What is the select statement needed to insert the final data-set into destination?
It sounds to me like there is a join of the table with itself and a filtering by iterations of the key but here is where I am stuck.
What algorithm are you using to calculate distance between two points? Simple “the world is flat” cartesian math, or that trigonometry-laden “the word is an oblate spherloid” one? This can turn into serious CPU requirements.
It’s probably best to generate a table of “locations that are within distance X of this location” once and store it permanently; barring major events like earthquakes, it’s just not going to change.
Query-wise, the base join is trivial:
SELECT
t1.Loc L1
,t2.Loc L2
from MyTable t1
inner join MyTable t2
on t2.Loc > t1.Loc
If have the distance formula in, say, a function named “distanceFunction”, it might look something like:
WITH cteCalc as (
select
t1.Loc L1
,t2.Loc L2
,dbo.distanceFunction(t1.LatLong, t2.LatLong) Dist
from MyTable t1
inner join MyTable t2
on t2.Loc > t1.Loc
where dbo.distanceFunction(t1.LatLong, t2.LatLong) < #MaxDistance)
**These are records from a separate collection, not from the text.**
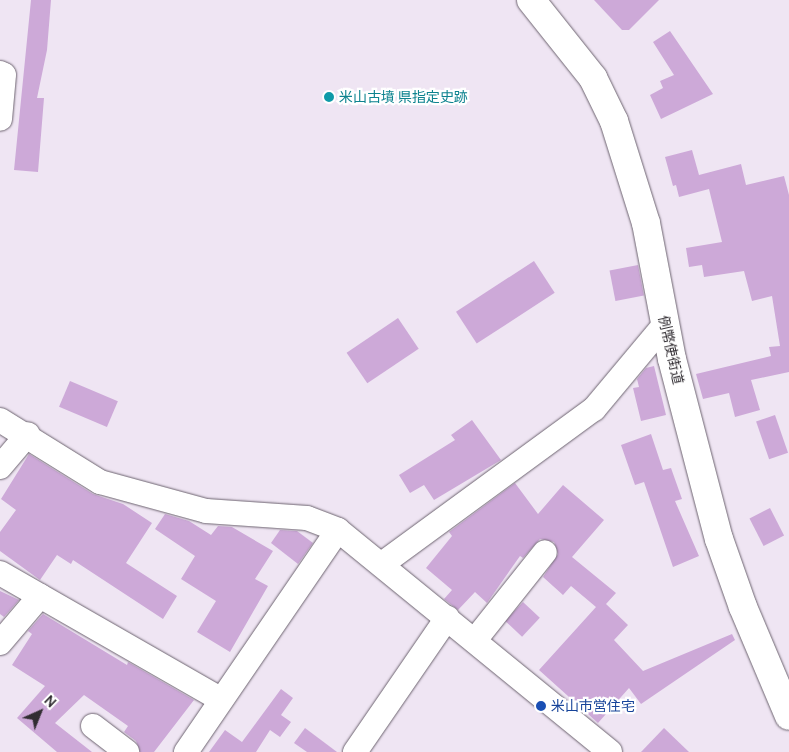 <!DOCTYPE html>
<html>
<head>
<meta charset="utf-8">
<style>
	body { margin:0 }
	#map { position:relative; width:789px; height:752px; overflow:hidden; background:#efe5f3; font-family:Manrope,"Noto Sans JP",sans-serif }
	div>[style] { position:absolute }
	.building>* { inset:0; background:#cda9d8; transform-origin:0 0 }
	.roads { filter:drop-shadow(0 0 1px #6d6470) drop-shadow(0 0 1px #6d6470) }
	.minor>* { height:24px; margin:-12px; padding:0 12px; transform-origin:12px; border-radius:12px; background:#fff }
	.tertiary>* { height:28px; margin:-14px; padding:0 14px; transform-origin:14px; border-radius:14px; background:#fff }
	.dots>* { width:14px; height:14px; translate:-50% -50%; box-sizing:border-box; border:2px solid #fff; border-radius:50% }
	span { translate:-50% -50%; white-space:nowrap; text-align:center; line-height:1.15; -webkit-text-stroke:4.5px #fff; paint-order:stroke }
	.culture-label { font-size:14px; color:#0d838f }
	.left { translate:0 -50%; text-align:left }
	.street-label { font-size:14px; color:#312d32 }
	.transit-label { font-size:14px; color:#164399 }
	.north { position:absolute; left:15px; top:687px; width:50px; height:50px; -webkit-text-stroke:4px #fff; paint-order:stroke; rotate:44deg; font-size:14px; font-weight:700; line-height:20px; text-align:center; color:#312d32 }
	.north::after { content:''; display:block; margin:auto; width:18px; height:22px; background:#312d32; clip-path:polygon(50% 0,100% 100%,50% 72%,0 100%) }
</style>
</head>
<body>
<div id="map">
	<div class="building">
		<div style="clip-path:polygon(31px 0,51px 0,47px 50px,37px 98px,44px 98px,38px 172px,14px 170px)"></div>
		<div style="clip-path:polygon(594px 0,659px 0,629px 30px,622px 30px)"></div>
		<div style="clip-path:polygon(670px 31px,713px 94px,661px 119px,650px 95px,663px 88px,660px 81px,674px 75px,653px 42px)"></div>
		<div style="clip-path:polygon(692px 150px,699px 175px,741px 164px,746px 185px,784px 176px,789px 195px,789px 372px,751px 380px,760px 410px,735px 417px,729px 393px,703px 399px,696px 374px,771px 356px,769px 347px,780px 346px,772px 296px,752px 301px,744px 271px,704px 277px,702px 265px,689px 267px,686px 248px,722px 242px,709px 189px,679px 197px,676px 185px,673px 186px,665px 157px)"></div>
		<div style="left:534px;top:261px;width:38px;height:93px;rotate:57deg"></div>
		<div style="left:638px;top:265px;width:31px;height:29px;rotate:79deg"></div>
		<div style="left:398px;top:318px;width:37px;height:62px;rotate:56deg"></div>
		<div style="clip-path:polygon(654px 366px,666px 415px,641px 421px,633px 388px,639px 387px,637px 379px,646px 368px)"></div>
		<div style="left:70px;top:381px;width:52px;height:28px;rotate:23deg"></div>
		<div style="left:775px;top:415px;width:40px;height:20px;rotate:71deg"></div>
		<div style="clip-path:polygon(472px 420px,501px 460px,434px 500px,424px 485px,410px 493px,399px 475px,455px 440px,451px 435px)"></div>
		<div style="clip-path:polygon(651px 434px,663px 470px,671px 468px,682px 499px,675px 501px,699px 556px,673px 567px,644px 482px,635px 485px,621px 445px)"></div>
		<div style="clip-path:polygon(29px 454px,93px 494px,123px 504px,152px 523px,126px 563px,177px 596px,163px 619px,73px 560px,71px 564px,57px 555px,40px 580px,0 551px,0 532px,16px 510px,1px 499px)"></div>
		<div style="clip-path:polygon(515px 483px,538px 514px,563px 485px,604px 520px,572px 557px,616px 593px,606px 604px,628px 625px,614px 640px,643px 671px,732px 634px,735px 640px,641px 704px,629px 688px,598px 723px,539px 670px,596px 607px,571px 586px,563px 595px,543px 577px,558px 554px,554px 542px,540px 539px,523px 558px,520px 556px,487px 603px,475px 592px,458px 610px,444px 599px,452px 590px,426px 568px,452px 536px,449px 532px)"></div>
		<div style="left:770px;top:508px;width:31px;height:23px;rotate:63deg"></div>
		<div style="clip-path:polygon(165px 514px,189px 521px,211px 535px,218px 526px,232px 527px,273px 551px,255px 579px,268px 586px,230px 652px,197px 632px,216px 601px,181px 579px,195px 556px,155px 529px)"></div>
		<div style="clip-path:polygon(280px 530px,297px 531px,313px 543px,298px 564px,271px 543px)"></div>
		<div style="clip-path:polygon(0 591px,19px 600px,4px 617px,0 614px)"></div>
		<div style="left:523px;top:602px;width:23px;height:26px;rotate:43deg"></div>
		<div style="clip-path:polygon(43px 614px,127px 665px,128px 662px,194px 700px,154px 752px,140px 752px,136px 741px,124px 732px,128px 726px,84px 695px,55px 723px,92px 752px,57px 752px,17px 718px,45px 686px,12px 665px,32px 634px,28px 631px)"></div>
		<div style="clip-path:polygon(281px 689px,293px 698px,281px 715px,291px 722px,280px 737px,270px 730px,256px 752px,209px 752px,225px 730px,242px 742px)"></div>
		<div style="clip-path:polygon(305px 728px,337px 752px,307px 752px,294px 743px)"></div>
		<div style="clip-path:polygon(664px 728px,689px 752px,641px 752px)"></div>
	</div>
	<div class="roads">
		<div class="minor">
			<div style="left:0;top:73px;width:4px;rotate:27deg"></div>
			<div style="left:4px;top:75px;width:44px;rotate:95.2deg"></div>
			<div style="left:0;top:420px;width:118px;rotate:31.8deg"></div>
			<div style="left:100px;top:482px;width:110px;rotate:15.3deg"></div>
			<div style="left:206px;top:511px;width:101px;rotate:4deg"></div>
			<div style="left:307px;top:518px;width:33px;rotate:21deg"></div>
			<div style="left:338px;top:530px;width:351px;rotate:39.2deg"></div>
			<div style="left:0;top:467px;width:43px;rotate:-49.7deg"></div>
			<div style="left:382px;top:564px;width:263px;rotate:-36.2deg"></div>
			<div style="left:594px;top:409px;width:111px;rotate:-50.1deg"></div>
			<div style="left:0;top:573px;width:254px;rotate:29.8deg"></div>
			<div style="left:475px;top:640px;width:112px;rotate:-51.5deg"></div>
			<div style="left:0;top:643px;width:62px;rotate:-49.6deg"></div>
			<div style="left:93px;top:726px;width:43px;rotate:37.4deg"></div>
			<div style="left:186px;top:752px;width:269px;rotate:-55.6deg"></div>
			<div style="left:355px;top:752px;width:163px;rotate:-55.5deg"></div>
		</div>
		<div class="tertiary">
			<div style="left:531px;top:0;width:100px;rotate:51.5deg"></div>
			<div style="left:593px;top:78px;width:48px;rotate:64deg"></div>
			<div style="left:614px;top:121px;width:107px;rotate:72.6deg"></div>
			<div style="left:646px;top:223px;width:138px;rotate:79.2deg"></div>
			<div style="left:672px;top:359px;width:186px;rotate:75.4deg"></div>
			<div style="left:719px;top:539px;width:72px;rotate:70.6deg"></div>
			<div style="left:743px;top:607px;width:118px;rotate:67.1deg"></div>
		</div>
	</div>
	<div class="dots">
		<div style="left:329px;top:97px;background:#0f9aa8"></div>
		<div style="left:541px;top:706px;background:#1a4fb4"></div>
	</div>
	<div class="culture-label">
		<span class="left" style="left:339px;top:97px">米山古墳 県指定史跡</span>
	</div>
	<div class="street-label">
		<span style="left:671px;top:350px;rotate:77deg">例幣使街道</span>
	</div>
	<div class="transit-label">
		<span class="left" style="left:551px;top:706px">米山市営住宅</span>
	</div>
	<div class="north">N</div>
</div>
</body>
</html>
INSERT TargetTable (L1, L2, Dist)
SELECT
L1
,L2
,Dist
where Dist <= #MaxDistance
This, of course, may break your system, if only because the transaction log will grow too big while you’re writing a few billion rows to the target table. I'd say build a loop, processing each location in turn, with the final query like:
WITH cteCalc as (
select
t1.Loc L1
,t2.Loc L2
,dbo.distanceFunction(t1.LatLong, t2.LatLong) Dist
from MyTable t1
inner join MyTable t2
on t2.Loc > t1.Loc
where dbo.distanceFunction(t1.LatLong, t2.LatLong) < #MaxDistance
and t1.Loc = #ThisIterationLoc)
INSERT TargetTable (L1, L2, Dist)
SELECT
L1
,L2
,Dist
where Dist <= #MaxDistance
First pass returns 81,589 less whichever are too far away, second pass as 81,588 to process, and so forth.
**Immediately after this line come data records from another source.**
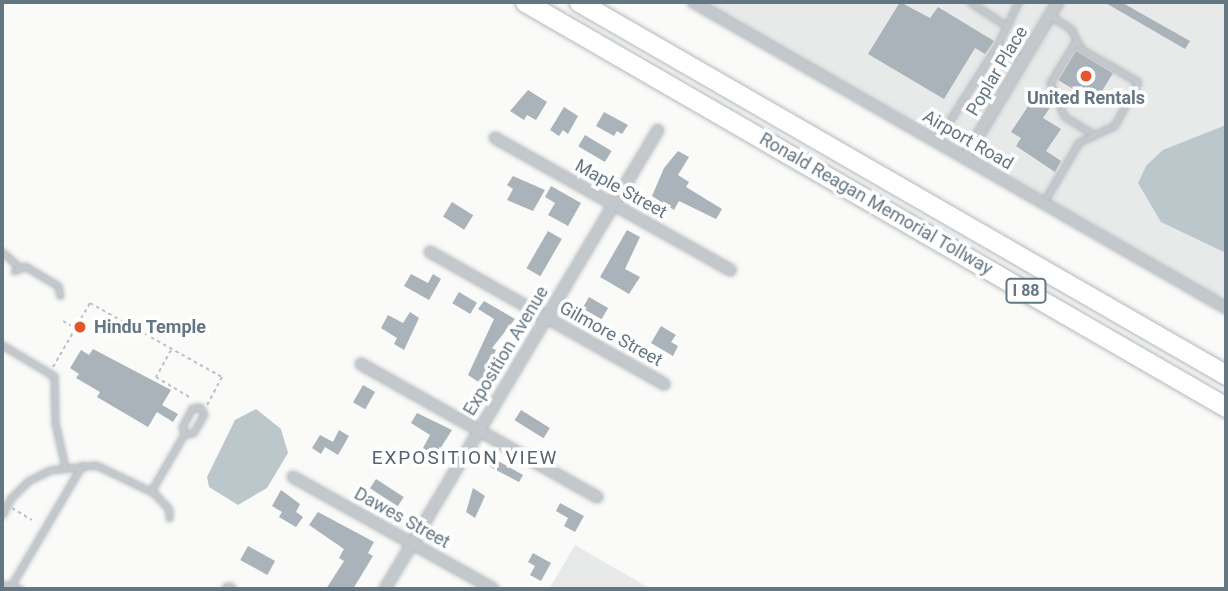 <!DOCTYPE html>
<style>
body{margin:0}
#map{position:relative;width:1228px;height:591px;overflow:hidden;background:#fafaf8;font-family:Roboto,sans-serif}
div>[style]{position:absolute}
.built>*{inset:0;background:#e8e9e9}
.water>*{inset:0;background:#bbc7cb}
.building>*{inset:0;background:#aab3b9;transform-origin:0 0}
.path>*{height:2px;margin-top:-1px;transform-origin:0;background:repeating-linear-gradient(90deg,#bbbfc2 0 3.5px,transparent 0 7px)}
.roads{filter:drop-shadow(0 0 2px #b4b9bd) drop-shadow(0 0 2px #b4b9bd)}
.lane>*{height:5px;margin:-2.5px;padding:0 2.5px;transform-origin:2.5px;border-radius:2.5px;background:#c3c8cc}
.street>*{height:10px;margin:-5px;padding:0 5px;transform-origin:5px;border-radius:5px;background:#c3c8cc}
.highway>*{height:19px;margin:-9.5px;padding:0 9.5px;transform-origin:9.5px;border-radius:9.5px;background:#fff}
.dots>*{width:19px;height:19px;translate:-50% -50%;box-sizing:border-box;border:4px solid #fff;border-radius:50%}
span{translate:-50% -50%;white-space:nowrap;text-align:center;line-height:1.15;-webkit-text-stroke:7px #fff;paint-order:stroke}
.shield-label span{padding:2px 5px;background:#fff;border:2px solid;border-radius:5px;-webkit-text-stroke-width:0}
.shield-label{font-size:16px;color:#657683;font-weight:700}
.street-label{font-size:18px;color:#657683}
.poi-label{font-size:18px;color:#657683;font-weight:700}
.left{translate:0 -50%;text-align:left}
.neighbourhood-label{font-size:19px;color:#57646e;letter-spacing:2px}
.frame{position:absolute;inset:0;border:4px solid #657683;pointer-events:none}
</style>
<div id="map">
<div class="built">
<i style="clip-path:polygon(702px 2px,1226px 2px,1226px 302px,951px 144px)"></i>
<i style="clip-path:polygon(575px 545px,651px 589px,549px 589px)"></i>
</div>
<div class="water">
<i style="clip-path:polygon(1226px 125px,1226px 253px,1161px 222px,1138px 183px,1146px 166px,1163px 150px)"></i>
<i style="clip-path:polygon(256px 409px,281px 429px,288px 453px,267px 488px,238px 505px,209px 487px,207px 477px,235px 420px)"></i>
</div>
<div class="building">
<i style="clip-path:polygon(900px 2px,930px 18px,938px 7px,994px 41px,985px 54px,975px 48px,944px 99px,868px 54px)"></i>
<i style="clip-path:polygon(1104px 2px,1121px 2px,1190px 41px,1185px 49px)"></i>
<i style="left:1076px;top:51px;width:43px;height:34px;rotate:31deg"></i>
<i style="clip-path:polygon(1040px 88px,1053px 103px,1043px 118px,1061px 129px,1046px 151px,1061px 161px,1055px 172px,1016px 146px,1021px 138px,1011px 132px)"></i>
<i style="clip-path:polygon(528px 90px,547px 102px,536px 120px,527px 115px,524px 120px,510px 111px)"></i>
<i style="clip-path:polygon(564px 107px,578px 116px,568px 134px,563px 130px,559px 136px,550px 130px)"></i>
<i style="clip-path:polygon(604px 112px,628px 125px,622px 134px,617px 131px,614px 136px,596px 126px)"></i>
<i style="left:585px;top:135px;width:31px;height:13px;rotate:31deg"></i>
<i style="clip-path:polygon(678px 151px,689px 157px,678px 175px,689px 182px,686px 187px,722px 209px,716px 219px,679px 201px,674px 210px,652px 196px,664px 168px)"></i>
<i style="clip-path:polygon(513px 176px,545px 190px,533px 211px,507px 200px,513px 189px,507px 185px)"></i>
<i style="clip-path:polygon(551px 186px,581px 203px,568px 226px,548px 215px,555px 203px,545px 197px)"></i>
<i style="left:452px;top:202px;width:25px;height:17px;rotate:32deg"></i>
<i style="clip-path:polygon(627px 230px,640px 237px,625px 269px,640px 277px,629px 294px,600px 277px)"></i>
<i style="left:548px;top:231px;width:16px;height:43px;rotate:30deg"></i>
<i style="clip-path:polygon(411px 274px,428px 283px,433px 274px,441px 279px,429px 300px,404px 286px)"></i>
<i style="left:459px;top:292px;width:21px;height:13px;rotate:31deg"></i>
<i style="left:589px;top:297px;width:22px;height:13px;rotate:30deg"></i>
<i style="clip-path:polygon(484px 301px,515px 319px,492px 348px,496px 350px,480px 383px,468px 375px,494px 319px,478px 309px)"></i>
<i style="clip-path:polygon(410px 312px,419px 318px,404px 350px,394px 344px,397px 338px,381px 328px,388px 315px,403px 323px)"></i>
<i style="clip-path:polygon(661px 326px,676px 335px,671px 342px,678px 346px,673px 356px,651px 343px)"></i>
<i style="clip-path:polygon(93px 349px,171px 390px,162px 405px,178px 414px,173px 422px,157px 412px,148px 427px,97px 397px,100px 392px,76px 378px,79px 374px,70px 368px,81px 350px,89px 355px)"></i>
<i style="left:363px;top:385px;width:14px;height:20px;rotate:30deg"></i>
<i style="left:521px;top:410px;width:34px;height:12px;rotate:32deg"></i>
<i style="clip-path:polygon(417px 413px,452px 430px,436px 455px,423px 448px,430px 435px,411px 423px)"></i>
<i style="clip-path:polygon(339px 430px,349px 436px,338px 455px,325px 447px,321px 454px,312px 448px,320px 435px,333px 442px)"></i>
<i style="clip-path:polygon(491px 457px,523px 475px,519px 482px,486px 465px)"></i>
<i style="left:376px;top:479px;width:33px;height:11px;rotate:33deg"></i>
<i style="clip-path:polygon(473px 488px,485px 496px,475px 518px,466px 512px)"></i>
<i style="clip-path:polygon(281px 490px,300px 504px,296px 512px,303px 517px,296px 527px,279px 517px,282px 512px,272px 506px)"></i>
<i style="clip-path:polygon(560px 503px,584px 516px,575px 532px,564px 526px,568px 518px,556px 511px)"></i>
<i style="clip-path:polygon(318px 512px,374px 542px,368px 553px,373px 556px,353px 589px,326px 589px,344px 561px,339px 558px,344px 549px,309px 525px)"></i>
<i style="left:248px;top:546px;width:31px;height:16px;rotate:29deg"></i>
<i style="clip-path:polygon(533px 553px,551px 563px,541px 581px,530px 575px,535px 566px,528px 562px)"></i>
</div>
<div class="path">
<i style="left:63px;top:321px;width:13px;rotate:29deg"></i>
<i style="left:171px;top:350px;width:31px;rotate:119deg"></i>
<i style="left:156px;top:377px;width:39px;rotate:31deg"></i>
<i style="left:53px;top:367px;width:74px;rotate:-60deg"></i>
<i style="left:90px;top:303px;width:151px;rotate:29.3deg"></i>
<i style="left:222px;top:377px;width:32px;rotate:118deg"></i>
<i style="left:12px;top:508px;width:23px;rotate:31deg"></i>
</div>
<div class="roads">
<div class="lane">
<i style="left:970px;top:2px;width:42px;rotate:33.3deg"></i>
<i style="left:1075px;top:42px;width:48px;rotate:121.4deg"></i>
<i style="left:1050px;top:83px;width:36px;rotate:67deg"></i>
<i style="left:1064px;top:116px;width:34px;rotate:32deg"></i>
<i style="left:998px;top:44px;width:30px;rotate:33deg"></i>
<i style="left:936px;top:142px;width:116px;rotate:-57.7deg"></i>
<i style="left:998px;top:44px;width:47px;rotate:-64.5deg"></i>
<i style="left:1043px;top:203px;width:71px;rotate:-59.5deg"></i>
<i style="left:1079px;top:142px;width:38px;rotate:-25deg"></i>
<i style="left:1114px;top:126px;width:50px;rotate:-61.4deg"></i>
<i style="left:1138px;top:82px;width:66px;rotate:-149.9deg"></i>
<i style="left:1081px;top:49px;width:22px;rotate:-117deg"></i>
<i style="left:1071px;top:29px;width:24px;rotate:-147deg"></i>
<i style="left:2px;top:252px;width:21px;rotate:41deg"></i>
<i style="left:14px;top:271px;width:12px;rotate:-24deg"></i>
<i style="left:25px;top:266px;width:39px;rotate:31deg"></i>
<i style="left:58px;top:286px;width:10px;rotate:79deg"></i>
<i style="left:2px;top:345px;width:61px;rotate:30.8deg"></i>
<i style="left:54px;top:376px;width:47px;rotate:88.8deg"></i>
<i style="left:55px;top:423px;width:45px;rotate:77.2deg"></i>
<i style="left:151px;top:491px;width:66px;rotate:-59.9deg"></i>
<i style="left:184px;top:434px;width:7px;rotate:-106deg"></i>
<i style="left:182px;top:427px;width:21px;rotate:-62deg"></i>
<i style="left:192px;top:408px;width:8px;rotate:-7deg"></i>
<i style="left:200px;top:407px;width:8px;rotate:60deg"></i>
<i style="left:204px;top:414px;width:22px;rotate:120deg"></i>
<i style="left:193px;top:433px;width:9px;rotate:174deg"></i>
<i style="left:2px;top:515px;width:18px;rotate:-63deg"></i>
<i style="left:10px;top:499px;width:25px;rotate:-45deg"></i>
<i style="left:28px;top:481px;width:25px;rotate:-27deg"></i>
<i style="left:50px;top:470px;width:46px;rotate:-6.2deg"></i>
<i style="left:96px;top:465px;width:64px;rotate:25.8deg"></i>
<i style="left:154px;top:493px;width:22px;rotate:47deg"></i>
<i style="left:169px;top:509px;width:9px;rotate:90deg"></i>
<i style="left:2px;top:584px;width:19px;rotate:16deg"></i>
<i style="left:12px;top:584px;width:138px;rotate:-59.5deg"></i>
</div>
<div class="street">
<i style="left:693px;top:2px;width:615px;rotate:29.86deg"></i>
<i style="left:495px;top:138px;width:270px;rotate:29.3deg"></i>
<i style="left:965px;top:158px;width:182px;rotate:-59.2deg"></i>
<i style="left:430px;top:252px;width:269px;rotate:29.4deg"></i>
<i style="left:361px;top:364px;width:271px;rotate:29.4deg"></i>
<i style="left:293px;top:477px;width:229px;rotate:29.2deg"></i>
<i style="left:228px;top:589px;width:2px"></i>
<i style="left:385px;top:589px;width:534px;rotate:-59.26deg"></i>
</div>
<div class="highway">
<i style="left:525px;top:2px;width:810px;rotate:30.02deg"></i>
<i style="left:579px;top:2px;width:747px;rotate:29.96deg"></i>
</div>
</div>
<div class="dots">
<i style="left:1086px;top:76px;background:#e4572e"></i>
<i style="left:80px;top:327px;background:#e4572e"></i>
</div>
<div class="shield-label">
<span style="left:1026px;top:291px">I 88</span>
</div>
<div class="street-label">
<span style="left:997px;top:71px;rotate:-59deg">Poplar Place</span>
<span style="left:968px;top:140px;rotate:30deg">Airport Road</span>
<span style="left:621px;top:189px;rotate:29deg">Maple Street</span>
<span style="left:876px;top:204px;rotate:30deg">Ronald Reagan Memorial Tollway</span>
<span style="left:611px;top:334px;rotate:29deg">Gilmore Street</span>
<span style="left:506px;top:351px;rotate:-59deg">Exposition Avenue</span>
<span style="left:402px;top:518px;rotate:29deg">Dawes Street</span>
</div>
<div class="poi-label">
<span style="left:1086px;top:98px">United Rentals</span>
<span class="left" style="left:94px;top:327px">Hindu Temple</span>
</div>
<div class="neighbourhood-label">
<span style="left:465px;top:458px">EXPOSITION VIEW</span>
</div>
<div class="frame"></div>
</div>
Here is an outline of how I would solve this problem:
Put indexes on latitude and longitude
Do the math for lat and long of your distance for the range (box) of your distance. Then you know that your distance (as box not a circle) is contained in this delta. You also know that it is not outside of this delta. This constrains the problem considerably.
For example, if the change in lat and long is 10 for your distance then a location at (100,100) your box would be defined by (95,95) and (105,105) values for lat and long.
Write a query that looks at each element (from lowest id) and searches for other elements (with greater id to avoid duplicates) within the the delta of lat and log and save this to a temporary table.
Iterate over that table and do a full calculation to see if it is within the circle (not the box) of your distance.